Stating the obvious: since many nice blogs by grad students and/or recent math PhDs have popped up recently and since there’s no reason for this trend to slow down (all the more since there seems to be nobody from places like Harvard, Orsay, Tokyo, Princeton, Oxford, etc. yet and surely they’ll join in), well my guess is that in, say, six months time, there will be way too much interesting stuff to read per day than is humanely possible.
And at that point this will mean people will have to choose carefully which blogs to read or not to, just to have a chance of catching up with what goes on there while still devoting most of a day on one’s own work. Put differently, we will need a kind of generic math blog server akin to the arxiv which would collect all known feeds and were new bloggers would submit theirs, rather than us blog readers having to manually search new feeds for our aggregators.

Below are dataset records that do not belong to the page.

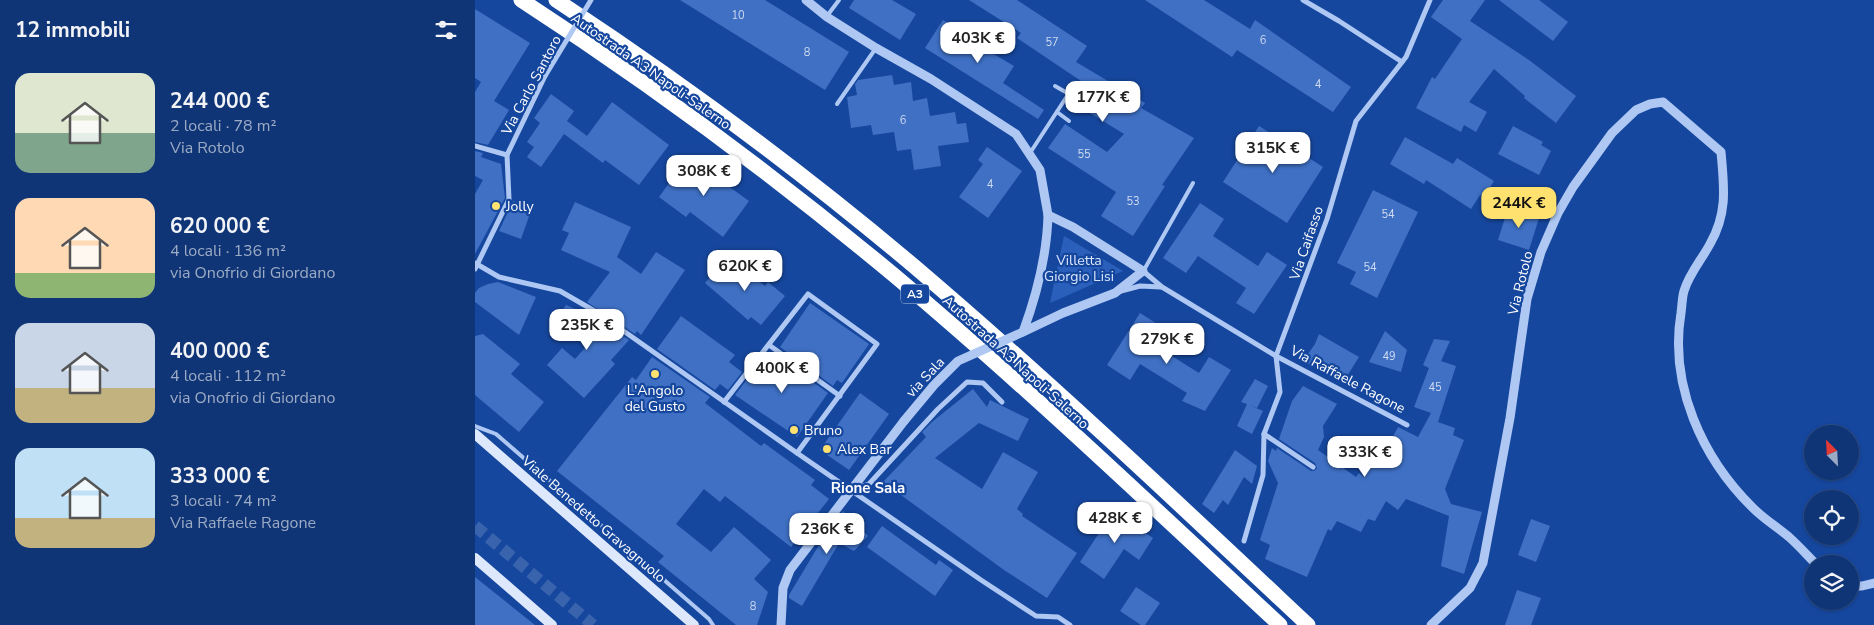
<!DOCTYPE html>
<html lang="it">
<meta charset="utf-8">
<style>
body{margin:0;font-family:"Nunito Sans",sans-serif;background:#1e407e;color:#f1f3f6;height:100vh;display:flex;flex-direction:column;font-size:19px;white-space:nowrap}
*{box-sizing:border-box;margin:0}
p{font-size:16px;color:#9cabc5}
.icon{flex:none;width:28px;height:28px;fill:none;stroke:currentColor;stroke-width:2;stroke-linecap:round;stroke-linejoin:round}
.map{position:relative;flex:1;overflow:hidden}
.details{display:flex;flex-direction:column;background:#103576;width:475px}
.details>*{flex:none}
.needle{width:32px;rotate:336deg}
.fabs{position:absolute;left:1329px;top:425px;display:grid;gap:10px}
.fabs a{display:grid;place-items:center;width:55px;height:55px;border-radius:50%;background:#103576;box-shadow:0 1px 4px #0004,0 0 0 1px #305088;font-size:25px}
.price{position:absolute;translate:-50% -42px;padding:0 11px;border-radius:10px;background:#fff;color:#222;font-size:16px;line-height:32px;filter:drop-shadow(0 1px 2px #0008)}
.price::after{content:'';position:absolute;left:50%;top:30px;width:15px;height:11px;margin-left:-8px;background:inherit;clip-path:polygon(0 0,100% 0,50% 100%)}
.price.current{background:#ffe170;color:#111}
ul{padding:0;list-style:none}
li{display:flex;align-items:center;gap:15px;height:125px;padding:0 15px}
li span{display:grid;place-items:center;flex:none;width:140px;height:100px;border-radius:15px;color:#555}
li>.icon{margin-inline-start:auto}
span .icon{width:60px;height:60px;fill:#fffc;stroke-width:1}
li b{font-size:21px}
h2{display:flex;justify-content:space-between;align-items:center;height:60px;padding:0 15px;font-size:21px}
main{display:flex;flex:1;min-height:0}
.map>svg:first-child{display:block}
.green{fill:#2a60bb}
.building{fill:#3f70c4}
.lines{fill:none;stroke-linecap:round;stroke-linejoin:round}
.primary-tunnel{stroke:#3963ad;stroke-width:12;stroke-dasharray:12 6;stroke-linecap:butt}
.service{stroke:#aec8f3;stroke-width:4}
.minor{stroke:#aec8f3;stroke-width:5}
.tertiary{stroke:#aec8f3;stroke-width:9}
.secondary{stroke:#dde8fd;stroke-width:10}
.motorway{stroke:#fff;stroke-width:15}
.minor-bridge{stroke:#aec8f3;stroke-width:5}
.tertiary-bridge{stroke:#aec8f3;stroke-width:9}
.poi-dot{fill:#ffe170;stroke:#16479e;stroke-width:2}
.labels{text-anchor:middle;stroke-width:4.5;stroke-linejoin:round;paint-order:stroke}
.number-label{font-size:11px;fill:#cfdbf0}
.shield{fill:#16479e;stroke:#b9c8e2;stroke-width:1}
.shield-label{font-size:12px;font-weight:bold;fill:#fff}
.street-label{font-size:14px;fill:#fff;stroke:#16479e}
.poi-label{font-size:14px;fill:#fff;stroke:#16479e;text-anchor:start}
.park-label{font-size:14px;fill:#d6e5fd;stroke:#16479e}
.neighbourhood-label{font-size:15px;font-weight:bold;fill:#fff;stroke:#16479e}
</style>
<main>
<section class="details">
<h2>12 immobili<svg class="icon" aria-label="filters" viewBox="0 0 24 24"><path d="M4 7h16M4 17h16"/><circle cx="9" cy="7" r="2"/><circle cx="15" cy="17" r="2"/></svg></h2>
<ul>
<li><span style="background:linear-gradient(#dfe7d0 60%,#7fa58c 0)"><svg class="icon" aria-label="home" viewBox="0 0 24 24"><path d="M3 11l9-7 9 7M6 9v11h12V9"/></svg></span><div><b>244 000 €</b><p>2 locali · 78 m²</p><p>Via Rotolo</p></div></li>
<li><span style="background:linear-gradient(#ffd9b3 75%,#8fb573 0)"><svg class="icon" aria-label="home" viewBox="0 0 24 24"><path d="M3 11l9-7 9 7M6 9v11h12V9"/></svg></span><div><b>620 000 €</b><p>4 locali · 136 m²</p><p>via Onofrio di Giordano</p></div></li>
<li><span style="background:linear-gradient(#c9d6e8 65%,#c2b280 0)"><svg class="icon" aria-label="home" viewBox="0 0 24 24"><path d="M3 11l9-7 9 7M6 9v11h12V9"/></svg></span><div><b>400 000 €</b><p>4 locali · 112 m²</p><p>via Onofrio di Giordano</p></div></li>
<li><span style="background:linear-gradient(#bfe0f5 70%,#c2b280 0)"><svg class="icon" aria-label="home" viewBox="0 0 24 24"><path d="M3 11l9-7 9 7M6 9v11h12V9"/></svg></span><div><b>333 000 €</b><p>3 locali · 74 m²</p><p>Via Raffaele Ragone</p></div></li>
</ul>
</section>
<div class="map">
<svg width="1399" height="625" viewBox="0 0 1399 625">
<rect width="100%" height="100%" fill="#16479e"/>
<polygon class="green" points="589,236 648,271 575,303"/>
<g class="building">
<polygon points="205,0 290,0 374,52 350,90"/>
<polygon points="379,0 417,0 441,14 425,40 374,8"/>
<polygon points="494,0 542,0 612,46 601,62 670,103 666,108 719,138 687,185 690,186 658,236 626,216 641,192 573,148 590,124 632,152 649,134 597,102 609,83 542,38 546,33"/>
<polygon points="670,0 729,0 775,29 780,20 876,87 858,112 762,50 757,57"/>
<polygon points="968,0 1010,0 995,21 1054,60 1101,96 1081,123 1049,98 1050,96 1019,69 994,102 1012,112 1001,132 989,125 986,132 941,108 957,77 960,79 987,39 956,17"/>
<polygon points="1024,0 1064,0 1093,22 1078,41"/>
<polygon points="0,9 55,43 19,101 34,110 13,145 0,142 0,92 6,82 0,78"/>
<polygon points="468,20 518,51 517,53 539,66 528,83 569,110 563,119 450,48"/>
<polygon points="417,75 419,85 436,82 438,101 452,98 455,116 480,112 482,124 491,123 494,142 463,146 466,166 439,170 436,149 422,151 419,132 398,135 396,125 376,128 372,97 382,95 380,84 383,80"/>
<polygon points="76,94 99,111 92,121 112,136 137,102 194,145 164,185 130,160 128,163 89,134 66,167 52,157 59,147 52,142 65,123 59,118"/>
<polygon points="784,126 848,167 812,223 748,182"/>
<polygon points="1038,126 1068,142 1066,145 1076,151 1064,175 1023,154"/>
<polygon points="930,137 978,164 982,158 1019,181 1009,197 1005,195 996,209 951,180 949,184 915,164"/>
<polygon points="512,147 547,171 513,218 484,197 508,164 503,160"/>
<polygon points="0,151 8,153 6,157 26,164 30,198 0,254 0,194 8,180 0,176"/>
<polygon points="213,157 274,201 248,237 215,212 211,217 184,197"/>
<polygon points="898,190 943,212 902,298 875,284 881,272 862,263"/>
<polygon points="38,201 57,208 46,239 24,231"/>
<polygon points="100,202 156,227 142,257 166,274 181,252 210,270 166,335 162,331 160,334 112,302 135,272 86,250 94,233 87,230"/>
<polygon points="725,203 749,219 738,236 783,266 792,252 812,265 779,314 761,303 771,288 723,256 711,273 688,258"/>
<polygon points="1033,208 1064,218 1054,250 1023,240"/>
<polygon points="250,259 259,266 262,263 290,286 293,282 310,296 286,325 276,317 273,320 230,283"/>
<polygon points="23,282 61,297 44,335 0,302 0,293 4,288 13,284"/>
<polygon points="335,303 394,344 367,383 362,380 358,386 305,347"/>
<polygon points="91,305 105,311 107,309 154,340 136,360 140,364 109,398 72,365 87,348 100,359 117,340 97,323 91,332 80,321"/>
<polygon points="665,313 687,327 676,343 724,373 734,357 756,370 730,411 707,401 712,393 665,364 655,380 632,365"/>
<polygon points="206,316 260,355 254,362 267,372 253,390 245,384 240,390 182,349"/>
<polygon points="910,331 932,350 926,372 894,362"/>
<polygon points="8,334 45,364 36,374 69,402 44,432 0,395 0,336"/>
<polygon points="844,334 884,357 869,381 828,361 840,344"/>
<polygon points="959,339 975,341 966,361 981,366 963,422 980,428 978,435 989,440 970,489 976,504 1007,512 989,574 966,566 974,516 931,499 923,510 911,501 900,521 893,519 886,532 862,521 856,531 853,529 832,577 790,559 795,545 785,540 803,483 793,461 797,448 801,451 802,448 836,471 839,471 842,468 840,463 804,439 817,401 828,386 862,404 848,426 849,437 843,450 881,477 884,473 889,477 904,449 910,452 923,427 943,437 956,413 939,407 954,368 948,365"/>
<polygon points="299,354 353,393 322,437 260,395 274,377 275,378 291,356 296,359"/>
<polygon points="177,357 235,397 230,403 286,446 289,443 340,480 336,485 354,499 316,547 250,496 245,502 229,489 201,524 236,552 259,527 296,560 279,579 293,592 282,625 261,625 183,562 189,556 82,471 157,377 161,380"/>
<polygon points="780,379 793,386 782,408 774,405 788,411 777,434 762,426 772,404 766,402"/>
<polygon points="498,389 512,407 515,400 554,419 543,441 504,423 460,458 507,489 528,452 563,472 542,509 548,514 547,516 602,553 572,598 529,570 408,482 451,437 447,432 457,422"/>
<polygon points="385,393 414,414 374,470 345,450"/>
<polygon points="760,450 782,466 777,484 769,477 753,505 748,500 739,513 727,504"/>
<polygon points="639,510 670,530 669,532 678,538 664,560 649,549 629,579 605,562"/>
<polygon points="368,511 393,536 379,551 364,543 327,606 314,598 314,595 350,535"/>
<polygon points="1056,519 1075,526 1061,562 1043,555"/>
<polygon points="407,526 461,565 464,560 478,570 460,596 392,547"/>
<polygon points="0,577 60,625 0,625"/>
<polygon points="661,587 685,603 670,625 666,625 645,611"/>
<polygon points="1042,590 1066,598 1056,625 1030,625"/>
</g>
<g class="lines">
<polyline class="primary-tunnel" points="0,526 118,625"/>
<g class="service">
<polyline points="352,16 364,0"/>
<polyline points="580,86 594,94"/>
<polyline points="362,104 401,48"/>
<polyline points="582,112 594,121"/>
<polyline points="555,153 598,87"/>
<polyline points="669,270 718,183"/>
<polyline points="0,426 21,434 234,619 238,625"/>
</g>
<g class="minor">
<polyline points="828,0 864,21 927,62"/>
<polyline points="0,146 32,155"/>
<polyline points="0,263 24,277 85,291 123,313 322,453 506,580 561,616 583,617 595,625"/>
<polyline points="0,269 34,199 32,155 70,76"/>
<polyline points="668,271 687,287 801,356 805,392 789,434 788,475 769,541"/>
<polyline points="646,291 665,286 686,287"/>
<polyline points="294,345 365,396"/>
<polyline points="249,402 333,294 402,344 322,453"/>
<polyline points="932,425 801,356 852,219 881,121 931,57 955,0"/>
<polyline points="789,434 838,467"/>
<polyline points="379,489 394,484 463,409 492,382 508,383 527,402"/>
</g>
<g class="tertiary">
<polyline points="331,0 352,17 401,48 456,79 541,134 565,170 573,215"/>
<path d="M573,215L598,227L668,271L640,293L588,313L548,332C562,294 572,255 573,215Z"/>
<polyline points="1375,586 1387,586 1399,583"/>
<polyline points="306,625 308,588 315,570 429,421"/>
<path d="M956,625L995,588L1008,563L1035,418L1052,299L1066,252L1083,213L1098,187L1137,133L1161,110L1175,104L1188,102L1246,152C1249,186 1253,213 1235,244C1227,259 1214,274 1209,291C1207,298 1207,306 1206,313C1194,385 1227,458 1278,508C1289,519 1302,527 1314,537C1323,545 1332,555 1341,564"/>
</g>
<g class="secondary">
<polyline points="0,434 219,625"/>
<polyline points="0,558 77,625"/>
</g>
<g class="motorway">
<path d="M46,0C176,84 301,177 420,276C552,387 678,507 805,625"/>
<path d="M81,0C206,82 326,171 440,267C575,382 704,504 833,625"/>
</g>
<polyline class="minor-bridge" points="70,76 116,0"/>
<polyline class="tertiary-bridge" points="429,421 459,385 483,361 548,332"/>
</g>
<g class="poi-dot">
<circle cx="21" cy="206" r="5"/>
<circle cx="180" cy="374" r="5"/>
<circle cx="319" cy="430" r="5"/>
<circle cx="352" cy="449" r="5"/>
</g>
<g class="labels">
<g class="number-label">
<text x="263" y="19">10</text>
<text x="788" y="44">6</text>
<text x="577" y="46">57</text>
<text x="332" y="56">8</text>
<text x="843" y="88">4</text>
<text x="428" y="124">6</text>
<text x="609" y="158">55</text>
<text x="515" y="188">4</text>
<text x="658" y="205">53</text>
<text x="913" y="218">54</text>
<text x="895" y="271">54</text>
<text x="914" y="360">49</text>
<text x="960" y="391">45</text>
<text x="278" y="610">8</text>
</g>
<rect class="shield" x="426" y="284.5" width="28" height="19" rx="4"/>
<g class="shield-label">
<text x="440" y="298">A3</text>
</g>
<g class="street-label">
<text transform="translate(176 71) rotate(35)" y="5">Autostrada A3 Napoli-Salerno</text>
<text transform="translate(56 85) rotate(-62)" y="5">Via Carlo Santoro</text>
<text transform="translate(831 243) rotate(-71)" y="5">Via Caifasso</text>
<text transform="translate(1045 283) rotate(-76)" y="5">Via Rotolo</text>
<text transform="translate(541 362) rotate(42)" y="5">Autostrada A3 Napoli-Salerno</text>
<text transform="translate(450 377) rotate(-47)" y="5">via Sala</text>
<text transform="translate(873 379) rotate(28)" y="5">Via Raffaele Ragone</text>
<text transform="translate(119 519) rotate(41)" y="5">Viale Benedetto Gravagnuolo</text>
</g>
<g class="poi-label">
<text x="31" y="211">Jolly</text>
<text x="180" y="395" text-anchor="middle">L'Angolo<tspan x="180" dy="16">del Gusto</tspan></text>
<text x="329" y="435">Bruno</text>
<text x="362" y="454">Alex Bar</text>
</g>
<g class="park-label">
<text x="604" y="265">Villetta<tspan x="604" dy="16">Giorgio Lisi</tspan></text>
</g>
<g class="neighbourhood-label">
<text x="393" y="493">Rione Sala</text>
</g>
</g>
</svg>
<div class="fabs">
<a><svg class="needle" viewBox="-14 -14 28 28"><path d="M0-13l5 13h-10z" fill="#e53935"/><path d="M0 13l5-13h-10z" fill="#9cabc5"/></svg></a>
<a><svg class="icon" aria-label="locate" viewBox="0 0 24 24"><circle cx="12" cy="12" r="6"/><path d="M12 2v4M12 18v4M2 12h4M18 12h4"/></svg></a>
<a><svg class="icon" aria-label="layers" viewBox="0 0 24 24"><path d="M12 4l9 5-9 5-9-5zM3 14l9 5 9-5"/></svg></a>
</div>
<b class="price" style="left:503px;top:64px">403K €</b>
<b class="price" style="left:628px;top:123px">177K €</b>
<b class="price" style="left:798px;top:174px">315K €</b>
<b class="price" style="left:229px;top:197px">308K €</b>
<b class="price current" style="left:1044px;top:229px">244K €</b>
<b class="price" style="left:270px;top:292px">620K €</b>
<b class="price" style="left:112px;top:351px">235K €</b>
<b class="price" style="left:692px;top:365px">279K €</b>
<b class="price" style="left:307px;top:394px">400K €</b>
<b class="price" style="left:890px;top:478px">333K €</b>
<b class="price" style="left:640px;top:544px">428K €</b>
<b class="price" style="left:352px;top:555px">236K €</b>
</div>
</main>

Am I right? If so there seems to be little chance that the arxiv could offer this since already for trackbacks things are quite experimental and require some manual control. So: where and who could set up this math blog referencing tool?
Other things that can be anticipated: enthusiastic grad students speaking too much about their unpublished projects and seeing a few weeks later somebody with a preprint exactly about that… What else? An environment which would help ideas to cross from one area to another faster and more easily than 30 years ago. But stronger trends/buzzwords effects too, probably.